The stunt was a cool moment, but it followed 20 minutes of poor non-believable action. In addition to that, it’s worth mentioning that NUMEROUS full-time superstars have requested permission to do a “Cell bump” over the years, and all of them have been refused.
However, Shane McMahon was allowed to do so, which benefited NOBODY.
The Battle Royal was junk. And finally, the stupidity of placing Reigns vs Triple H last and having Reigns win as a face was beyond clueless booking. The egos of Triple H and his idiotic wife were highlighted more by their ludicrous entrance than anything I can write here.
That was the true story of WrestleMania 32. Stay tuned to my podcast, “The Dirty Sheets” as we move towards WrestleMania 33, where we hope for a much better show.

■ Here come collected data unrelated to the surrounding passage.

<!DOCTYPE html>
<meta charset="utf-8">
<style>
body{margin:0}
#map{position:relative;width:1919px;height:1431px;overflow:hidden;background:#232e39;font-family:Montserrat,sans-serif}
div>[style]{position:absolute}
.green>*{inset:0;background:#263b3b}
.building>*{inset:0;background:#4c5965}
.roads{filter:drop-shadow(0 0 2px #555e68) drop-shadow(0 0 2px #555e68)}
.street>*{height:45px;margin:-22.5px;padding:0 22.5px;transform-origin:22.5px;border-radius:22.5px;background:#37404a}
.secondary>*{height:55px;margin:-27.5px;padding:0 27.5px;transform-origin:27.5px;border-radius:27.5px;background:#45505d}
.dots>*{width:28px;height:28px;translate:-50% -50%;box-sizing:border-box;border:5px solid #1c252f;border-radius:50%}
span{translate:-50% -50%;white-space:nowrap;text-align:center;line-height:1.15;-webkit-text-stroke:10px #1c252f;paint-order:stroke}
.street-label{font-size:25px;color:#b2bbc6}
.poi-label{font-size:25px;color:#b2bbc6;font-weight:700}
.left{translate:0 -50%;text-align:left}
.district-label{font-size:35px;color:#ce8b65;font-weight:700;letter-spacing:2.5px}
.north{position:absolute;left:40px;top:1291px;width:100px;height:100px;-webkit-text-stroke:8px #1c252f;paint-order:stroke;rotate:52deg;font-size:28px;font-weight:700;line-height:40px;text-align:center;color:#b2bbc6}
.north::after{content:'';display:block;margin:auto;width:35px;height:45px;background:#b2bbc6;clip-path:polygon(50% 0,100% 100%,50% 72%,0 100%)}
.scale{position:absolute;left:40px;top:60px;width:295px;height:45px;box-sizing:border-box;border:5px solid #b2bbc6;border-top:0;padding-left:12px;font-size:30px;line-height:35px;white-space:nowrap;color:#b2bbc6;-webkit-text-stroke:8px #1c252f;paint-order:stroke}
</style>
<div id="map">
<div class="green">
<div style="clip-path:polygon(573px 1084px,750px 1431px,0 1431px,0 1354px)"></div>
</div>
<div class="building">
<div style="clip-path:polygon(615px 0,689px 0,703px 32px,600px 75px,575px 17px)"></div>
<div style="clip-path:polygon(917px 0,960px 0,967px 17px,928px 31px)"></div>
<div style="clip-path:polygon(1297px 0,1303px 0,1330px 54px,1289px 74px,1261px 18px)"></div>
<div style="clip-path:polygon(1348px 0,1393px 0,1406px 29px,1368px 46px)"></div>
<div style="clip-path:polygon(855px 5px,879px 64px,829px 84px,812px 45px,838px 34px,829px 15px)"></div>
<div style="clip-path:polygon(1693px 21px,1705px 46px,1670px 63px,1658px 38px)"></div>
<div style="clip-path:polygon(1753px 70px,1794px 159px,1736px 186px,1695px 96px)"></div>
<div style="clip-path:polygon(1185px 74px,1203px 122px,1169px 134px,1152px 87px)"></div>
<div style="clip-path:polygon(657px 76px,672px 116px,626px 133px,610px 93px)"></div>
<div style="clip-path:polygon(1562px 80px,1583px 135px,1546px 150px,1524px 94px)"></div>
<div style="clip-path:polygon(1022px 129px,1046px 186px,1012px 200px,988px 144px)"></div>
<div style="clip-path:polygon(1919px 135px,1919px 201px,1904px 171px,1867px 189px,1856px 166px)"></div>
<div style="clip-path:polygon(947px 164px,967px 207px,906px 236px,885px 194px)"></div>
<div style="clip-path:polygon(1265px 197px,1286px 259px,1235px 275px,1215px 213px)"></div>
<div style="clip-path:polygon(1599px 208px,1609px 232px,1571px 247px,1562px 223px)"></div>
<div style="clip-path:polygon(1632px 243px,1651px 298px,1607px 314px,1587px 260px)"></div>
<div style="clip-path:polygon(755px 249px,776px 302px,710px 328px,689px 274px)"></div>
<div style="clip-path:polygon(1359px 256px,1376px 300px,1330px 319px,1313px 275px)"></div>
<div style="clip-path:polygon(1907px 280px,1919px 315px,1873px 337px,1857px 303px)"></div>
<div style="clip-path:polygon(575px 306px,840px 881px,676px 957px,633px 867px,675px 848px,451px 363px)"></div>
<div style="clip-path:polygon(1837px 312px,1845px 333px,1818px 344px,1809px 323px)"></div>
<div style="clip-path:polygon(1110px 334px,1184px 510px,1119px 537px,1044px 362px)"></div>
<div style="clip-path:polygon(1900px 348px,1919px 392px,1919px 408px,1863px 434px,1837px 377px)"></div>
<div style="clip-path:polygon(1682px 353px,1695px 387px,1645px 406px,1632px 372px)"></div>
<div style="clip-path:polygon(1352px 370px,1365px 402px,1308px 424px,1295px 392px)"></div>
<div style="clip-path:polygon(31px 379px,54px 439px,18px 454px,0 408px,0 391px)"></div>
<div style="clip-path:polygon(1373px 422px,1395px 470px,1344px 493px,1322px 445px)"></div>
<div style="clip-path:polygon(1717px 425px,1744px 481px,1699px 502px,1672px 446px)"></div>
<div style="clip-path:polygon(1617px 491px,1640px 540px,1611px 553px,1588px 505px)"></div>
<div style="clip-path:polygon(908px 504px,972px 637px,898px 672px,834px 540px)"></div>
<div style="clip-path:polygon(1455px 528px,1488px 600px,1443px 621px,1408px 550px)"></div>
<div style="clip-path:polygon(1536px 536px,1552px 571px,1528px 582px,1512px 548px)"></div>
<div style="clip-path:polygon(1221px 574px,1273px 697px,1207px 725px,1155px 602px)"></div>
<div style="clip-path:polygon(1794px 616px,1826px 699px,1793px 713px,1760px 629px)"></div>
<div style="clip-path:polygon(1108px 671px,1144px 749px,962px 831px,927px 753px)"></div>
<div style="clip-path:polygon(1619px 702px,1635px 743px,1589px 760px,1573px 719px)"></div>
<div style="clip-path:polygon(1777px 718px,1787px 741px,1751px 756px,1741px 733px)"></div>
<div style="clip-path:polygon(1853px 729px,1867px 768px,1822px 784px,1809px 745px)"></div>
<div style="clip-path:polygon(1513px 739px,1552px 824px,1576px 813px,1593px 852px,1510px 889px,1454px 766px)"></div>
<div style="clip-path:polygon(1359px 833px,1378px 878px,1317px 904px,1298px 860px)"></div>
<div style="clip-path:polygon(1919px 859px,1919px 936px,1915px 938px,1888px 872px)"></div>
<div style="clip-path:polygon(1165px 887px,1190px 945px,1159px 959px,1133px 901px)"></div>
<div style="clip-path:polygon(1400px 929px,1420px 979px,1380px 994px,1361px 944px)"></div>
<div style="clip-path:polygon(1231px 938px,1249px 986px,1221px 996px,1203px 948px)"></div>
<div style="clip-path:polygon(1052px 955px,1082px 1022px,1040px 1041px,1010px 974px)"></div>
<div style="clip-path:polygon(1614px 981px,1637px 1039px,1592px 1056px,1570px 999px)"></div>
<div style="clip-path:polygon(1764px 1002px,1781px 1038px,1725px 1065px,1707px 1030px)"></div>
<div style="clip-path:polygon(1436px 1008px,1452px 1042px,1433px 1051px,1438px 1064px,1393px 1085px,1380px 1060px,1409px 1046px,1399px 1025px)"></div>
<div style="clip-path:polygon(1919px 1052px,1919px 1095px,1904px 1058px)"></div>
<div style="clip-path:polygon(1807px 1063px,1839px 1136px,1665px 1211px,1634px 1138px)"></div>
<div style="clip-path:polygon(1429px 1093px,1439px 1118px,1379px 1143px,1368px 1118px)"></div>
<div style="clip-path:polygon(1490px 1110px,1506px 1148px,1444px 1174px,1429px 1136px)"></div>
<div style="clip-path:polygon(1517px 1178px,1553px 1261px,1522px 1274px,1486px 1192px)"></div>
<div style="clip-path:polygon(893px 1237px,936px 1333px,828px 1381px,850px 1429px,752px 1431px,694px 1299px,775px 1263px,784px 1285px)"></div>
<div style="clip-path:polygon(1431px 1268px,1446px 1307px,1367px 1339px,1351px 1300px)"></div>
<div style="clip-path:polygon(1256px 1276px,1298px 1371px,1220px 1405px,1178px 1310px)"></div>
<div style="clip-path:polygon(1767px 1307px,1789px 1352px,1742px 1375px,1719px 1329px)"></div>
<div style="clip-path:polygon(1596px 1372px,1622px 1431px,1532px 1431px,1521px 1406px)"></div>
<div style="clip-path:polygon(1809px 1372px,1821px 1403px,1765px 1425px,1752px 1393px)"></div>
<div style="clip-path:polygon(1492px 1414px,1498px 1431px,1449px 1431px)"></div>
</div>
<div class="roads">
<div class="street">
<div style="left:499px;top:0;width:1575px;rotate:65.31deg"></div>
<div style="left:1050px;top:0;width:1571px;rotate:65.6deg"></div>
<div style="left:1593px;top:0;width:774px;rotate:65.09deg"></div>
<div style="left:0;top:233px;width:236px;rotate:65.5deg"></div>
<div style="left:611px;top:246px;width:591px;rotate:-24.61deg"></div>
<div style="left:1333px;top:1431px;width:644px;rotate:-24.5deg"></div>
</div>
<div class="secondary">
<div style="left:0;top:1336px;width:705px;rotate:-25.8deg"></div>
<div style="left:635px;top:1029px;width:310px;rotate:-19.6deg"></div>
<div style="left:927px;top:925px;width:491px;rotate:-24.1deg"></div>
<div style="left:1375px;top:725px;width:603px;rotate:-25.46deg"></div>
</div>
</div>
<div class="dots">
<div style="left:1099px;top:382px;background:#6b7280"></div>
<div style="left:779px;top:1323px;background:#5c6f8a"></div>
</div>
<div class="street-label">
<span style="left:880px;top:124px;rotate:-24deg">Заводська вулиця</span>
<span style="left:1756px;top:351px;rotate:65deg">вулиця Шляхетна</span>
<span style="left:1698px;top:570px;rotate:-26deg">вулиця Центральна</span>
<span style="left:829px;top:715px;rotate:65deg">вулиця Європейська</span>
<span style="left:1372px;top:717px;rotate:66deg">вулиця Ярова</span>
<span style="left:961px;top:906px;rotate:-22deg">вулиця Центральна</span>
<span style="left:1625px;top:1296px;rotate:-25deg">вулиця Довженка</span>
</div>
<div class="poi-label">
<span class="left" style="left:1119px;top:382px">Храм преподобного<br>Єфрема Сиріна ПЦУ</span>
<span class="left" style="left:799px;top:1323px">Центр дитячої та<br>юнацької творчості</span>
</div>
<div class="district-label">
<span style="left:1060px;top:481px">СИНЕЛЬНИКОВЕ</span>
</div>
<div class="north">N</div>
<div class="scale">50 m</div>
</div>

Although WWE have a much better roster this year and nowhere near as many injuries to overcome, it appears that WrestleMania 33 is suffering from some of the same issues as WrestleMania 33 - a guy called Vince McMahon, who doesn’t listen to, understand or care about what people want to see.
It is time to accept that WrestleMania nowadays is merely a big nostalgic spectacle for the WWE’s potential investors and advertisers, and nothing more, basically one big WWE commercial.